Table 2 Comparison of polymorphic status of loci in the sequenced pools to actual polymorphism in the collection

Germplasm collection genetic structure

The genetic structure and relationships among IAGB accessions were assessed using the polymorphic loci validation subset. Markers were filtered out based on minor-allele frequency, linkage equilibrium, and call failure criteria (see methods) leaving 109 SNPs. The genetic relationships of the IAGB accessions were depicted by a dendrogram, which splits them into three distinct clusters (Fig. 1). Those clusters were roughly correlated with both the morphological and the genetic structure of the avocado accessions (Fig. 1). Only 53% of the Guatemalan, 70% of the Mexican, and 61% of the West Indian accessions in the pools showed congruent race classification in all three methods. The incongruence between the three methods raises some doubts as to whether any of them can be used to identify the race type of avocado. Thus, we selected accessions that were assigned to the same race based on the three methods and were therefore most genetically and morphologically representative of the race to which they were assigned. These accessions were defined as three core sets, one for each race, and were expected to contain the most divergent sets of accessions as they are not yet admixed as a result of breeding. To support this argument, the degree of divergence of the three groups of accessions that were defined by each one of the methods or by a combination of those methods was estimated by FST (Table 3). The Bayesian cluster method, STRUCTURE, estimated the genetic background of the core-set accessions as homogeneous and therefore highly divergent. However, the median FST of the core sets was the largest (Table 3), suggesting that the core sets are the most representative of their race type. We therefore used them as a reference to reclassify the rest of the accessions in the collection.

Fig. 1
figure 1

Genetic relationship dendrogram and genetic structure of germplasm collection. Accession names on the dendrogram node-leaves are colored according to morphological characteristics distinct to the three races. Clustering of genetic groups was based on Ward’s method and the distance method of 1-proportion of shared alleles (PSA). Only bootstrap values > 650 are presented with a confidence of the bootstrap-value out of 1000. Genomic admixture was estimated by STRUCTURE program with three subpopulations (K = 3). The average result over 20 simulations was calculated using CLUMPAK, and plotted as a color coded bar plot

Table 3 Classification of races by different methods

Based on the core sets, we reclassified the accessions that were incongruent within the 50 accessions that were botanically classified as Mexican, Guatemalan, and West Indian [19] as well as the rest of the avocado accessions including the unidentified accessions and the commercial cultivars. The classification was performed by STRUCTURE analysis using the core sets of each race as the reference population for calculating a prior allele frequency distribution. As a result, each accession in the collection was assigned to either one of the core races or as an admixed of two or three races (Additional file 2: Table S2). The number of accessions assigned as Mexican, Guatemalan, and West Indian was 3, 17 and 12 respectively. Cultivar accessions were classified as either hybrids of Guatemalan x Mexican or as Guatemalan. Most of the hybrid accessions (38) were assigned as either Guatemalan x West Indian of which mostly unidentified or as Guatemalan x Mexican of which mostly known commercial cultivars (e.g., ‘Pinkerton’, ‘Ettinger’, and ‘Fuerte’). Interestingly, ‘Hass’ which was previously described as Mexican x Guatemalan hybrid [4,5,6] but mostly Guatemalan [3] was assigned here as 99% Guatemalan. The smallest group was of two accessions (‘Argui 1’, ‘M. Pedro 2’) of complex hybrid (Mexican x Guatemalan x West Indian), which their genome comprises of three races. Two of the accessions that known as Mexican were turned out to be admixed with Guatemalan (‘Basaldua’) and with West Indian (‘Banos’). One accession, which was misclassified as Mexican (‘Km 43’), was found to be mostly Guatemalan. Note that the ‘Km 43’ was clustered together with the Guatemalan avocados in the genetic-relationship dendrogram.

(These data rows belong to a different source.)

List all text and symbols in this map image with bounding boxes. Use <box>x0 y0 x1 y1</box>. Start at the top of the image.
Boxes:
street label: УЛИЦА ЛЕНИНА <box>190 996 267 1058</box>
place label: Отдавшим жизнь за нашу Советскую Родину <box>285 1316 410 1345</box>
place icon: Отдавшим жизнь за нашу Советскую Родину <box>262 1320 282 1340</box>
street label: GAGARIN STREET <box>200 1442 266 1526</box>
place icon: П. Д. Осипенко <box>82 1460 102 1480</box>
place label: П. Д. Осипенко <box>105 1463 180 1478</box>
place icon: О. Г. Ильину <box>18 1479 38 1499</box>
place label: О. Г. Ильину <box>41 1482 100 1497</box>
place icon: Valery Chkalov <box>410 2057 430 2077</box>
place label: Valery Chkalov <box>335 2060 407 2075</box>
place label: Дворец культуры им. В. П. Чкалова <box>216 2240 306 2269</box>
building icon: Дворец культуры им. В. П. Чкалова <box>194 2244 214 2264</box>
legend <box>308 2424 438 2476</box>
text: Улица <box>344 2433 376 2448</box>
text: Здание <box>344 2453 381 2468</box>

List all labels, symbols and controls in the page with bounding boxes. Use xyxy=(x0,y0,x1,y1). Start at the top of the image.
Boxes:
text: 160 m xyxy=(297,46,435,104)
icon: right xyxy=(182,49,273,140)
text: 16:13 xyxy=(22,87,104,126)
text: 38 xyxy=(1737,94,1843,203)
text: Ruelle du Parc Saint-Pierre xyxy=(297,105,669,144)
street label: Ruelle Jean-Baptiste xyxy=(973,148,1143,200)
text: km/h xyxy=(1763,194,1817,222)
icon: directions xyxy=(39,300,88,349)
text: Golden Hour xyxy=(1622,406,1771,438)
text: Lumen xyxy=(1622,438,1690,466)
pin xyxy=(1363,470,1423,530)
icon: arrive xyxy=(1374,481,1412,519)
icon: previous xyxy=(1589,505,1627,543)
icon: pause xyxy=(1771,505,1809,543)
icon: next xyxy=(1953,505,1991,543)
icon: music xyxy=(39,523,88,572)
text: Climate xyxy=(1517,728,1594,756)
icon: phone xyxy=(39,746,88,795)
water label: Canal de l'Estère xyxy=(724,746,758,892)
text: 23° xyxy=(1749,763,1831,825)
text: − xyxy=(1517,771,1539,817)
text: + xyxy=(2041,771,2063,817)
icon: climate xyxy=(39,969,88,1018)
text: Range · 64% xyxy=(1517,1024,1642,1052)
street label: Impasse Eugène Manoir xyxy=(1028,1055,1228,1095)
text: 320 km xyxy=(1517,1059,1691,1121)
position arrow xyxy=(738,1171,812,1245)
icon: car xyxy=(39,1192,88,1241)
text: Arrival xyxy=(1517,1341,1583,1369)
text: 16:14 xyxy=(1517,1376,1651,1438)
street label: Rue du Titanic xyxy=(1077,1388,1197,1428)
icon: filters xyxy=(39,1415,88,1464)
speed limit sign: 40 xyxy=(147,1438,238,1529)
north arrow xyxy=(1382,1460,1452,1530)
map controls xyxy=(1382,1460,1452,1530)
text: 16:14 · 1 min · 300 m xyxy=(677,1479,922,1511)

Avocado accessions’ kinship

To recapitulate the STRUCTURE clustering and to validate our avocado-accession classifications we then projected 63% of the genetic variation of the IAGB collection on a PCA plot (Fig. 2). The core accessions of each of the three races were most distant from each other. The bi-racial hybrids were spread between the original races creating a triangle. The two accessions of the complex (tri-racial) hybrids were closer to the center of the triangle in the PCA space. One of them, ‘M. Pedro 2’ was a slightly closer to the center although according to the classification both are complex types. Surprisingly, most (15 out of 17) of the assigned Guatemalan accessions created a cluster that was slightly separate from the core Guatemalan accessions and they were comprised mostly (13 accessions) of commercial cultivars.

Fig. 2
figure 2

Principal component analysis (PCA) and the second-degree relatedness in avocado germplasm collection. PCA based on identity by state (IBS) of the core sets was performed using the SNPRelate R-package. The rest of the accessions were projected on the PCA space. Additionally, identity by descent (IBD) analysis were performed to detect the level of relatedness. Accessions related to each other with a kinship coefficient ≥ 0.25 are connected by edges

Identity by descent (IBD) analysis to estimate accessions relatedness was performed. In total, 12 accessions were closely related to each other to a second degree. Of these, eight were Guatemalan commercial cultivars, five were Mexican x Guatemalan commercial cultivar hybrids, one was Guatemalan x West Indian hybrid, and one was a complex hybrid. Two groups of related accessions were created. One among the Guatemalan commercial cultivars and the other among the Mexican x Guatemalan commercial hybrids. Moreover, the Guatemalan x West Indian hybrid was closely related to the complex hybrid ‘Argui1’ and the Guatemalan ‘N-151-2’ was related to Mexican x Guatemalan ‘Arad’. Such close relationships may indicate the source of the genome in the hybrids. For example, the Guatemalan avocado ‘N-151-2’ might be the potential contributor of the Guatemalan genomic block, and therefore the Guatemalan-associated traits, to the Mexican x Guatemalan genome of ‘Arad’ as a second-degree relative. The Mexican x West Indian (‘Guacimal’) is related at a second-degree level to the complex (tri-racial) avocado accession ‘Argui 1’. Thus, ‘Argui 1’ other parents, must come from accessions that contain Guatemalan haplotype block.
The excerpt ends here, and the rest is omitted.